** Opening Material shown block **

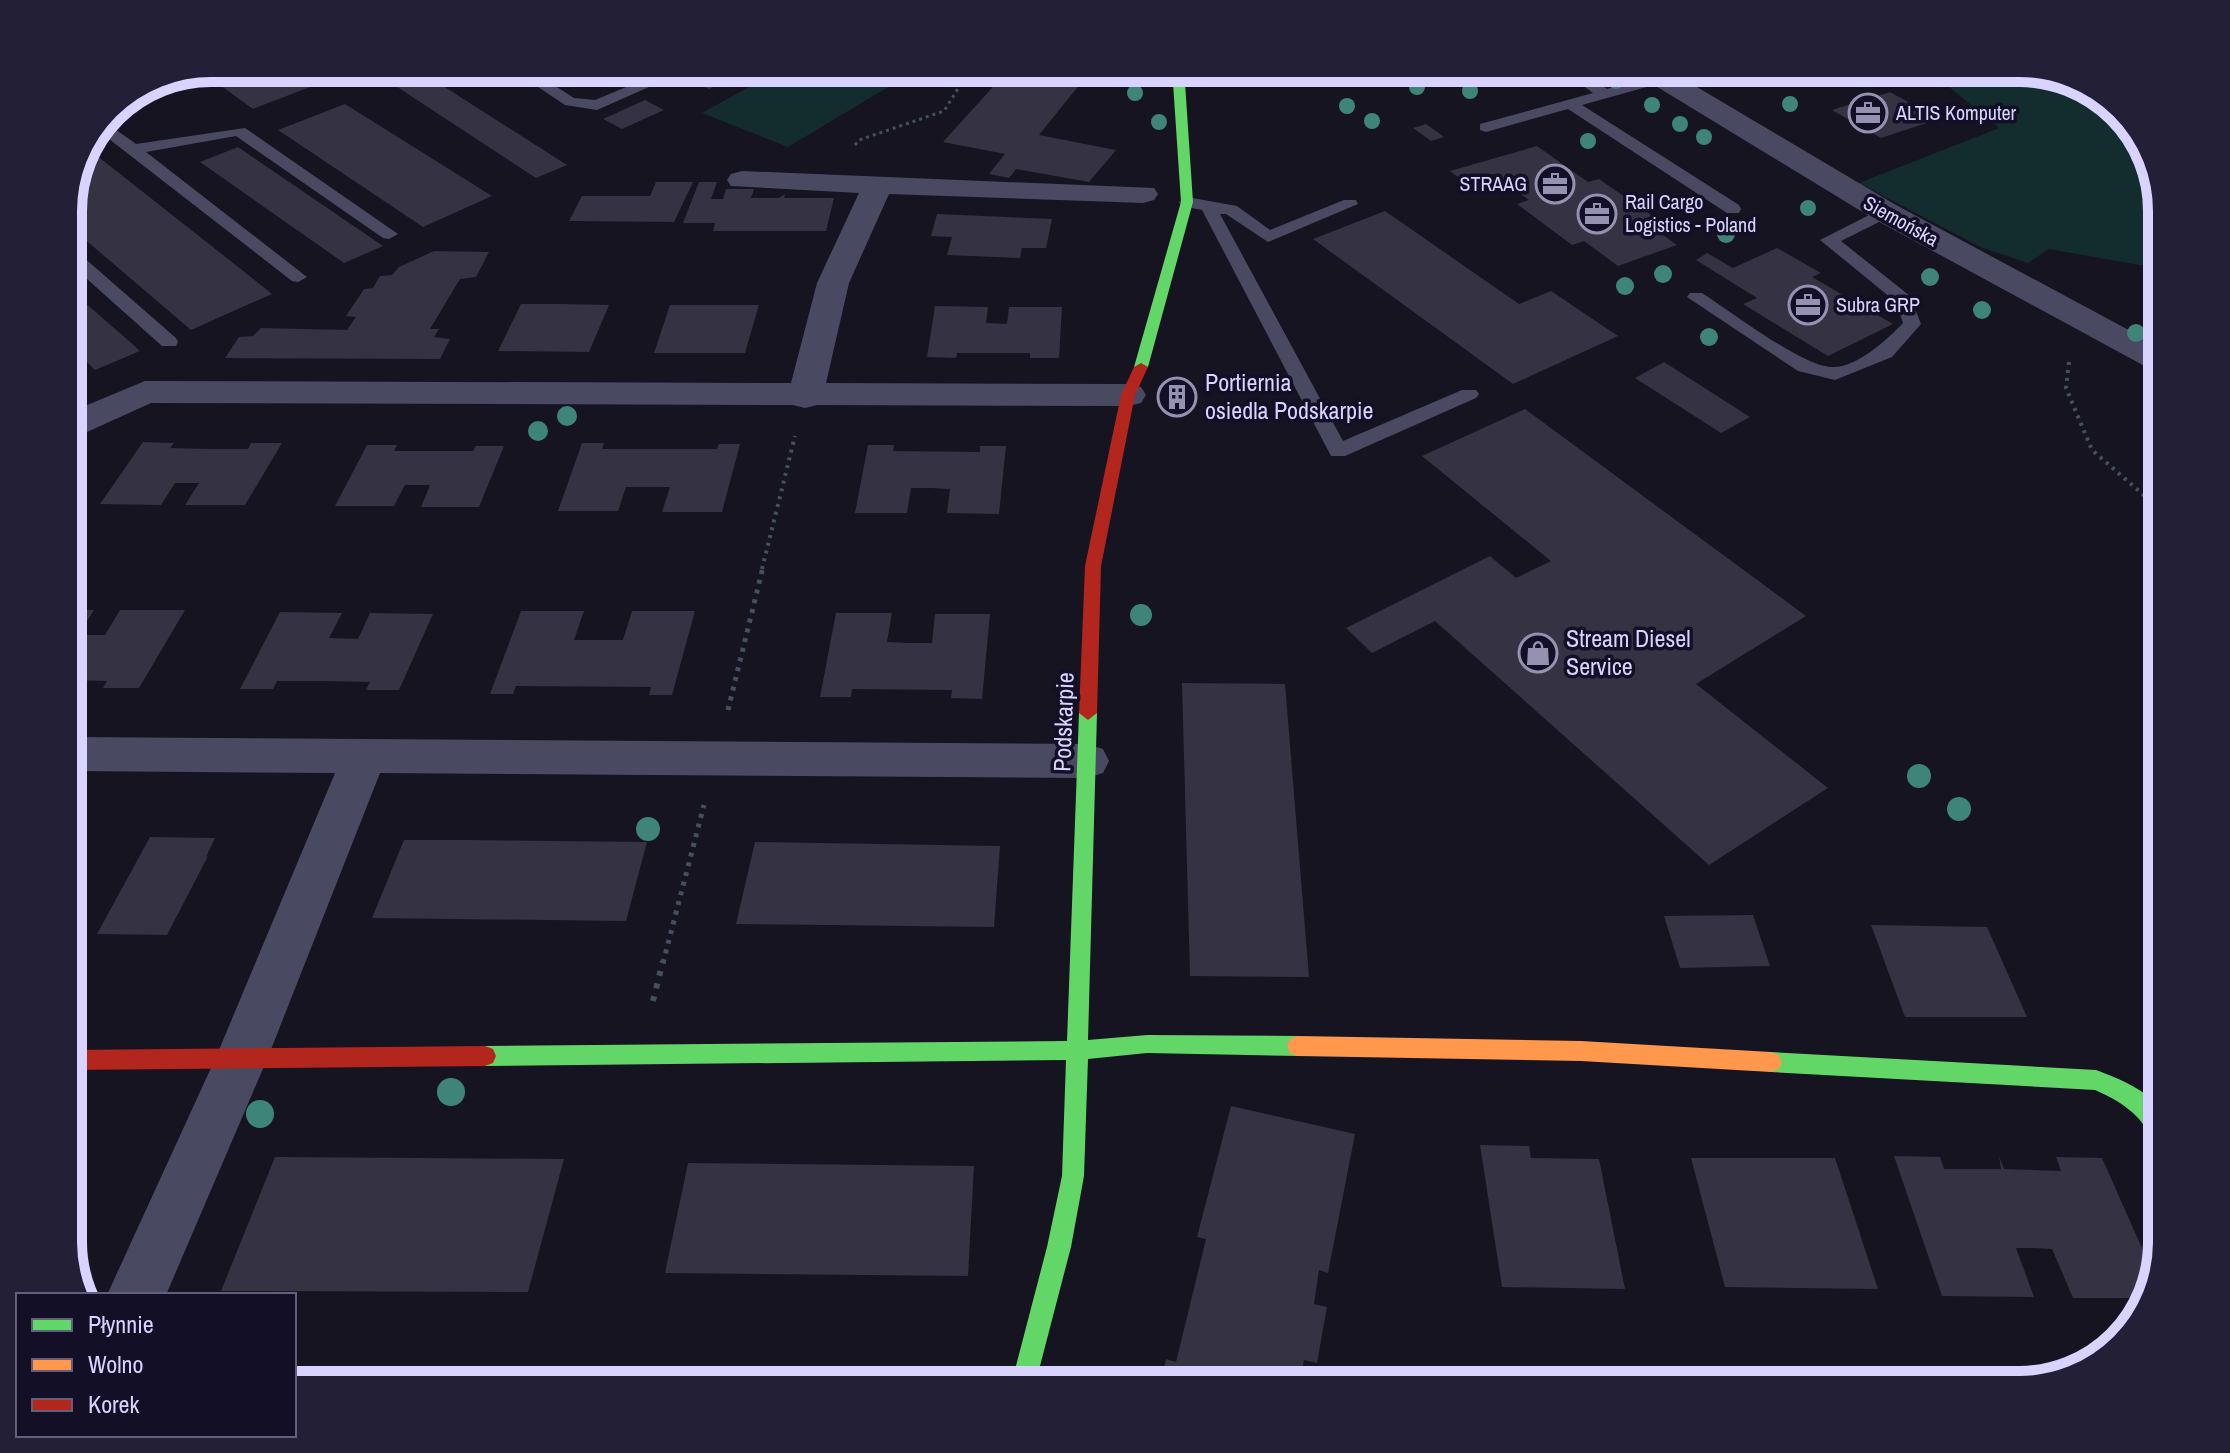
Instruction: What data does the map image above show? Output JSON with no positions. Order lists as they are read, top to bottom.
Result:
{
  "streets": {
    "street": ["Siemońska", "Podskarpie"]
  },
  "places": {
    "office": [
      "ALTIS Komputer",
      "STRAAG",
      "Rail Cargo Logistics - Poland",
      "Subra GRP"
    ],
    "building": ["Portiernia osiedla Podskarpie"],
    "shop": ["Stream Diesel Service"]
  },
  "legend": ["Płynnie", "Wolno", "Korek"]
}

** Closing Material shown block **
** Opening Material shown block **

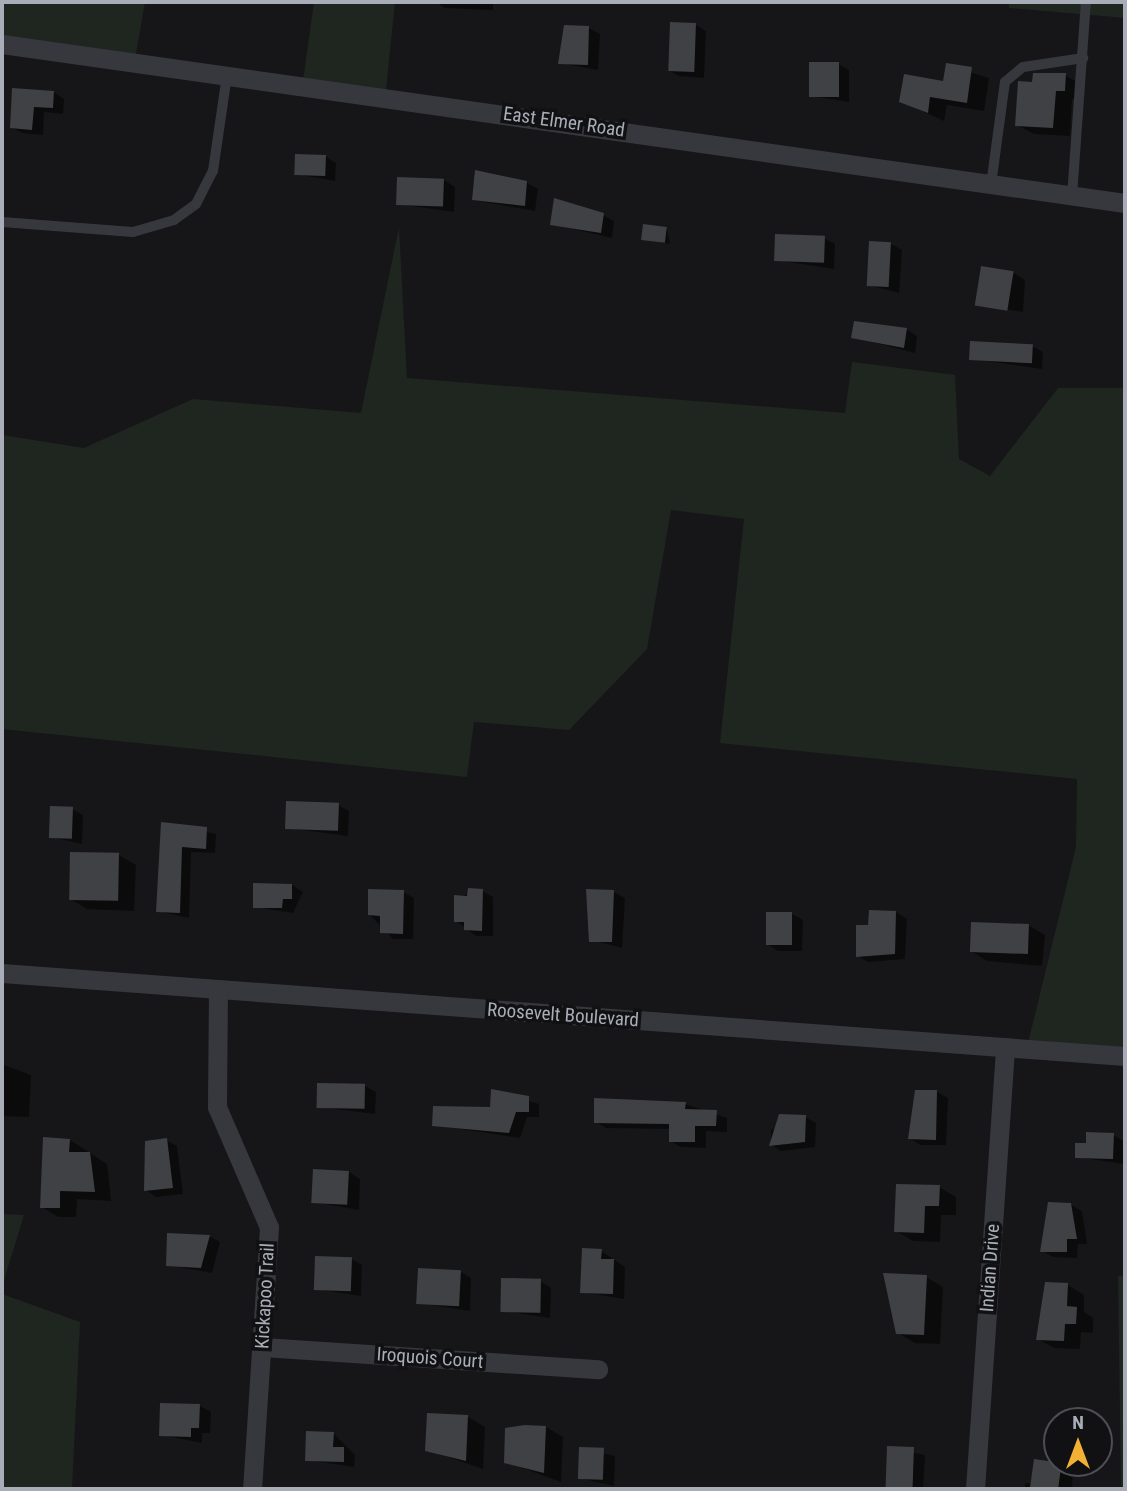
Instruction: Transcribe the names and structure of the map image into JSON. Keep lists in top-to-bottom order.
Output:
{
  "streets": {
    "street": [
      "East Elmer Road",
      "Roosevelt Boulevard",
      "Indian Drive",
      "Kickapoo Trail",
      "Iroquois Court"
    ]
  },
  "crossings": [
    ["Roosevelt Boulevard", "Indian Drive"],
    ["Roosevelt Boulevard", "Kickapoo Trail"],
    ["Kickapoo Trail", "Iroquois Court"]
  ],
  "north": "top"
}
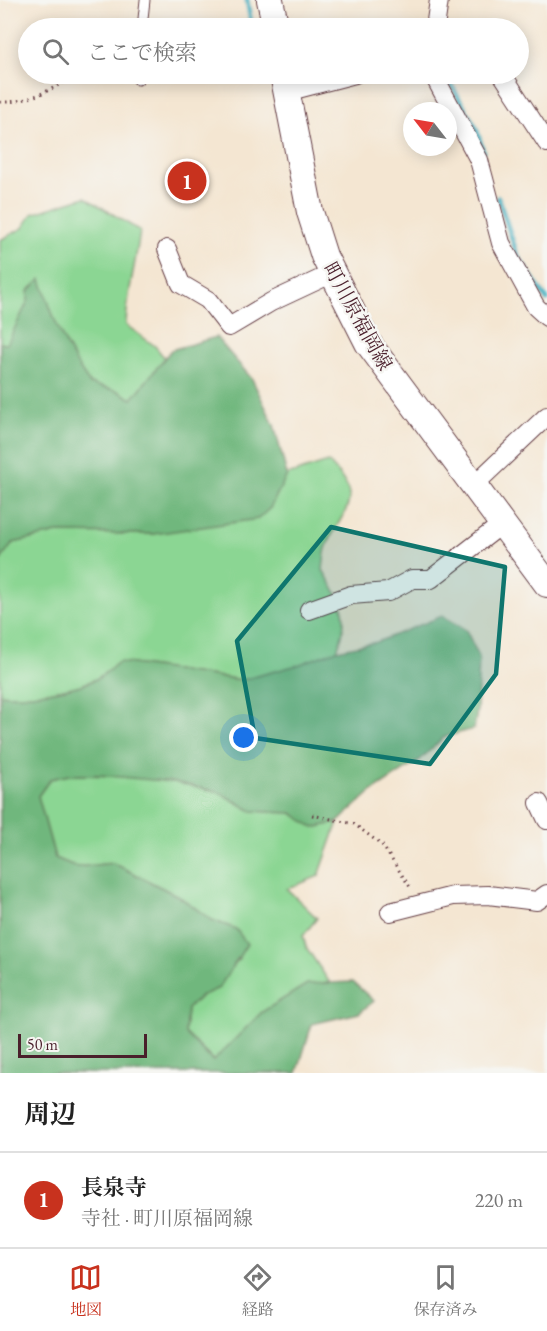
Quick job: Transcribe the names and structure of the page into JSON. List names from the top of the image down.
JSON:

** Closing Material shown block **

- [The task]: Look through the material above for the string "bottom" and copy each line that has it.

- [Solution to this problem]:
Instruction: What data does the map image above show? Output JSON with no positions. Order lists as they are read, top to bottom.
Instruction: Transcribe the names and structure of the map image into JSON. Keep lists in top-to-bottom order.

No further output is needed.